Florida Congresswoman Kat Cammack, whose mother chose life for her in difficult circumstances, agreed.

“The Hyde Amendment prevents taxpayer dollars from ending the lives of society’s most vulnerable—the unborn,” Cammack said. “For 40-plus years, bipartisan presidents have supported it, but not President Biden.”

Pro-life leaders also criticized pro-abortion Democrats for rejecting such a widely supported, common-sense bill.

The vote Wednesday proves “yet again how out of step” pro-abortion lawmakers are with the American public, the National Right to Life Committee responded on Twitter.

Tom McClusky, president of March for Life Action, thanked the pro-life lawmakers for continuing their efforts to protect unborn babies and taxpayers.

“The Hyde Amendment, which protects taxpayer dollars from going to fund abortion, has enjoyed strong bipartisan support and helped save over two million lives since it was enacted,” McClusky told LifeNews in a statement. “It is not only the right thing to do, but the majority of Americans also support such pro-life protections.
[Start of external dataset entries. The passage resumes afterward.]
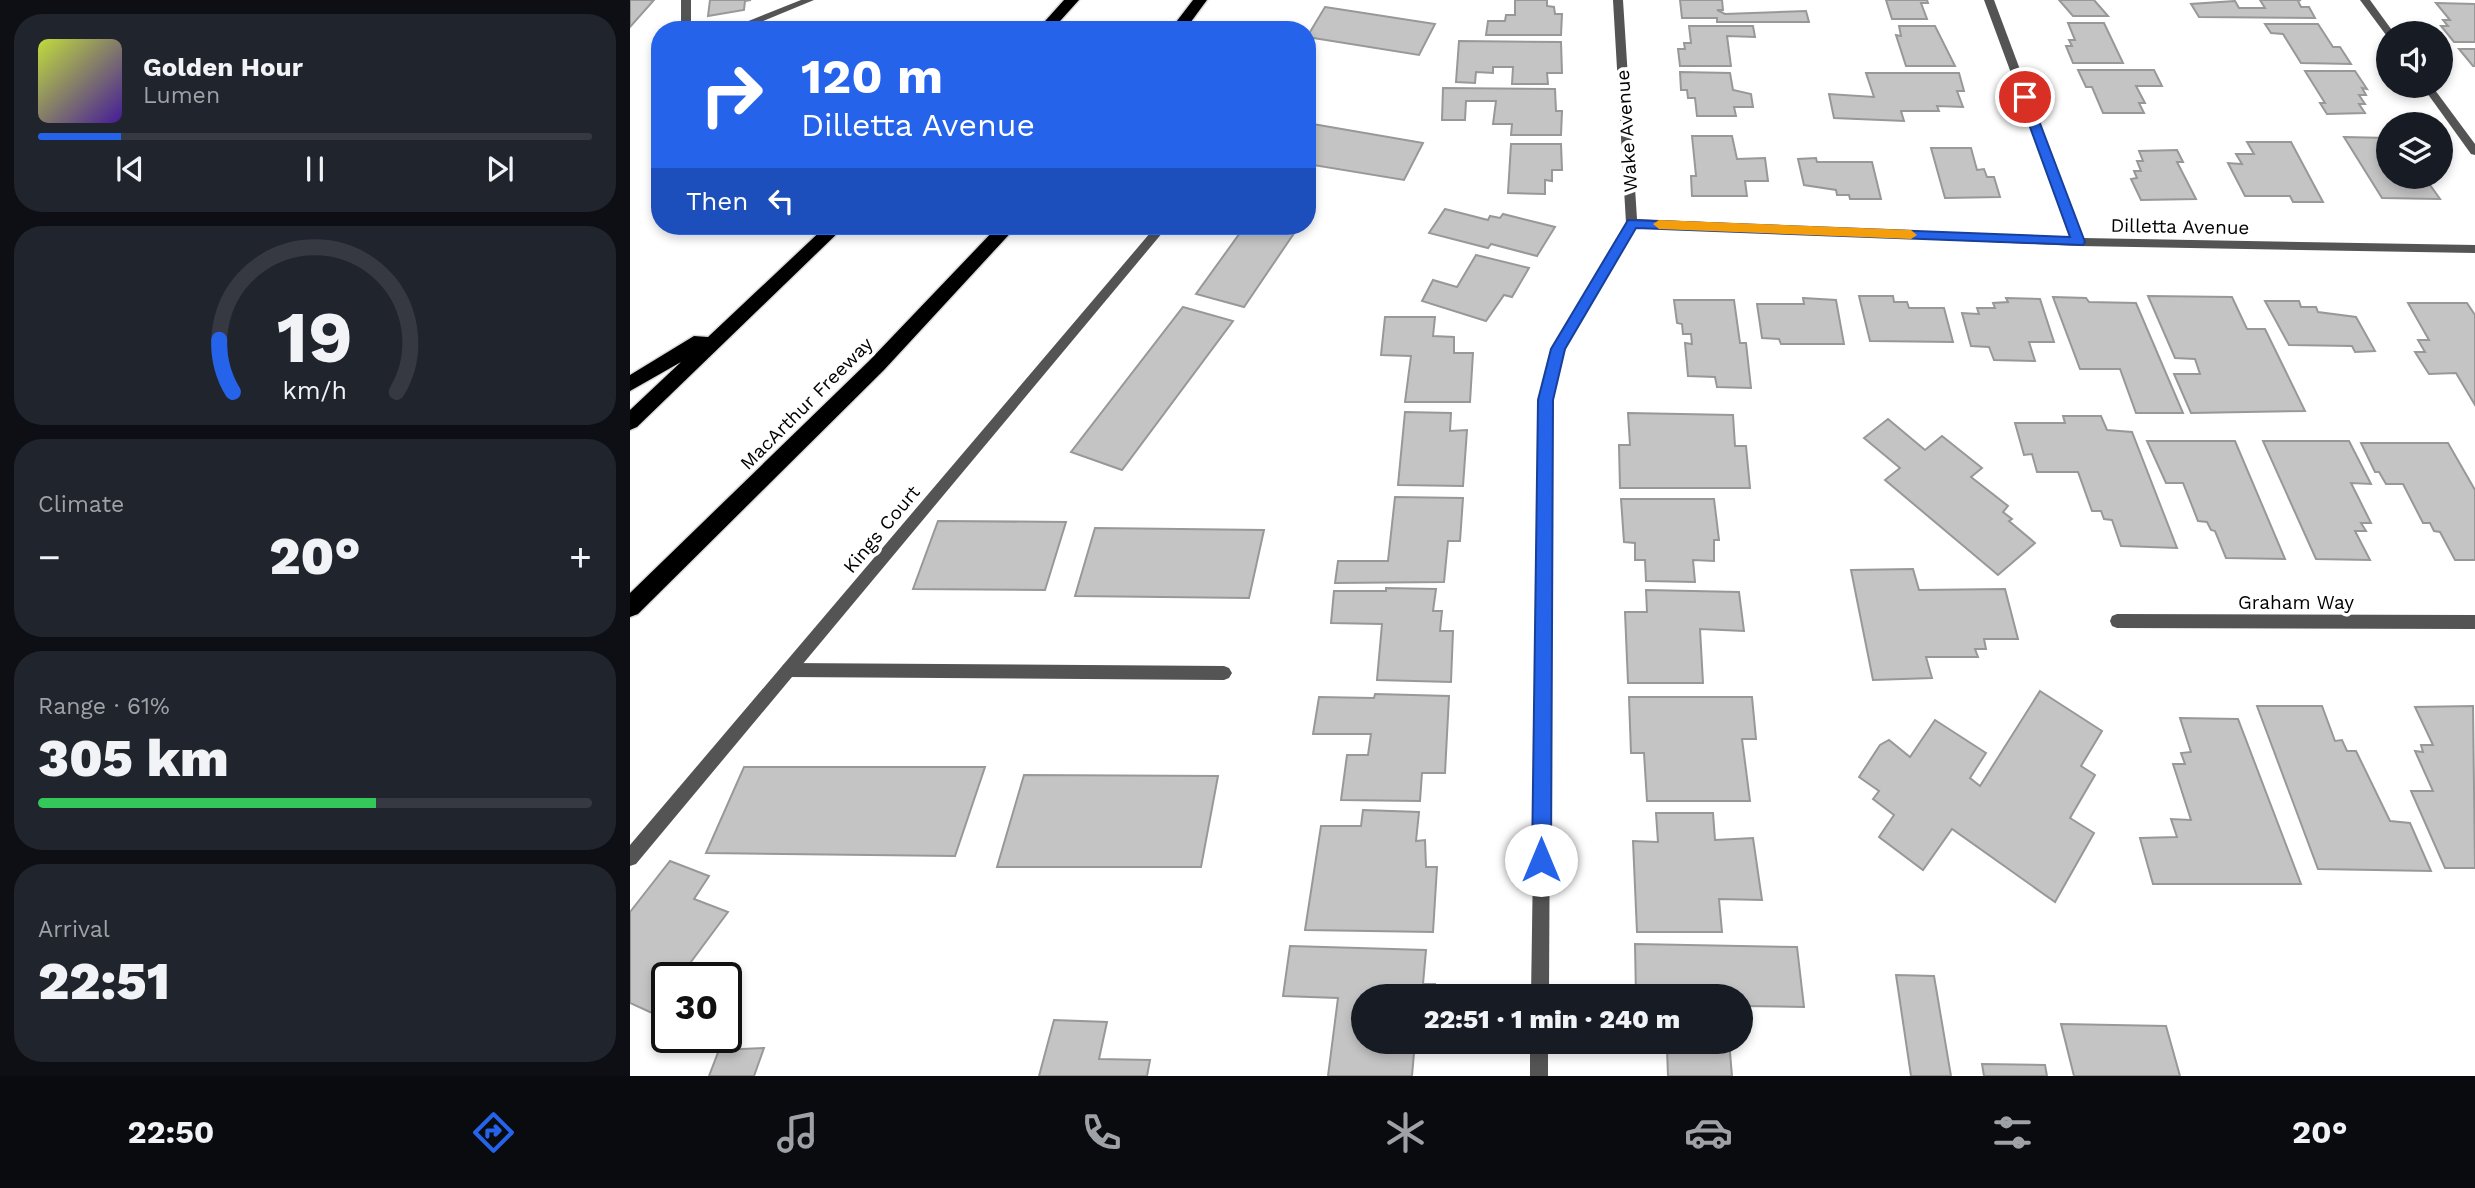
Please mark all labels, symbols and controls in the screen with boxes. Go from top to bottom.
map controls [2376,21,2453,189]
button: sound [2376,21,2453,98]
text: 120 m [801,47,943,105]
icon: right [686,49,777,140]
text: Golden Hour [143,52,303,82]
pin [1995,67,2055,127]
street label: Wake Avenue [1611,69,1642,193]
icon: arrive [2006,78,2044,116]
text: Lumen [143,82,220,109]
text: Dilletta Avenue [801,106,1035,144]
button: layers [2376,112,2453,189]
icon: previous [111,150,149,188]
icon: pause [296,150,334,188]
icon: next [481,150,519,188]
icon: left [762,182,800,220]
text: Then [686,186,748,216]
street label: Dilletta Avenue [2110,214,2250,239]
text: 19 [277,294,353,380]
street label: MacArthur Freeway [735,332,878,474]
text: km/h [283,375,347,404]
street label: Kings Court [838,481,925,578]
text: Climate [38,491,124,518]
text: 20° [269,526,361,587]
text: − [38,535,61,579]
text: + [569,535,592,579]
street label: Graham Way [2238,591,2354,614]
text: Range · 61% [38,693,170,720]
text: 305 km [38,728,229,789]
position arrow [1504,823,1578,897]
text: Arrival [38,916,110,943]
text: 22:51 [38,951,170,1012]
speed limit sign: 30 [651,962,742,1053]
text: 22:51 · 1 min · 240 m [1424,1004,1680,1034]
icon: directions [469,1108,518,1157]
icon: music [773,1108,822,1157]
icon: phone [1077,1108,1126,1157]
icon: climate [1381,1108,1430,1157]
icon: car [1684,1108,1733,1157]
icon: filters [1988,1108,2037,1157]
text: 22:50 [127,1113,214,1151]
text: 20° [2292,1113,2348,1151]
We applaud Rep. Chris Smith, Rep. Kat Cammack, Rep. Michelle Fischbach and so many others, who are seeking to make these protections permanent.”

Polls consistently show strong public support for the Hyde Amendment. In January, a Marist poll found 58 percent of Americans oppose using tax dollars to fund abortions in the U.S. Additionally, 77 percent oppose using tax dollars to fund abortions in other countries.

Significantly, a 2016 Harvard/Politico poll found that voters who make more than $75,000 were more supportive of forcing taxpayers to fund abortions (45 percent in favor), while those who make $25,000 or less were strongly against it (24 percent in favor). In other words, the people most likely to qualify for a Medicaid-covered, taxpayer-funded abortion are strongly opposed to it.

Research by Charlotte Lozier Institute associate scholar Dr. Michael New estimates the Hyde Amendment has saved about 2.4 million babies from abortions. Prior to the amendment, in the 1970s, Americans paid for about 300,000 unborn babies’ abortion deaths each year, according to a report from the Family Research Council.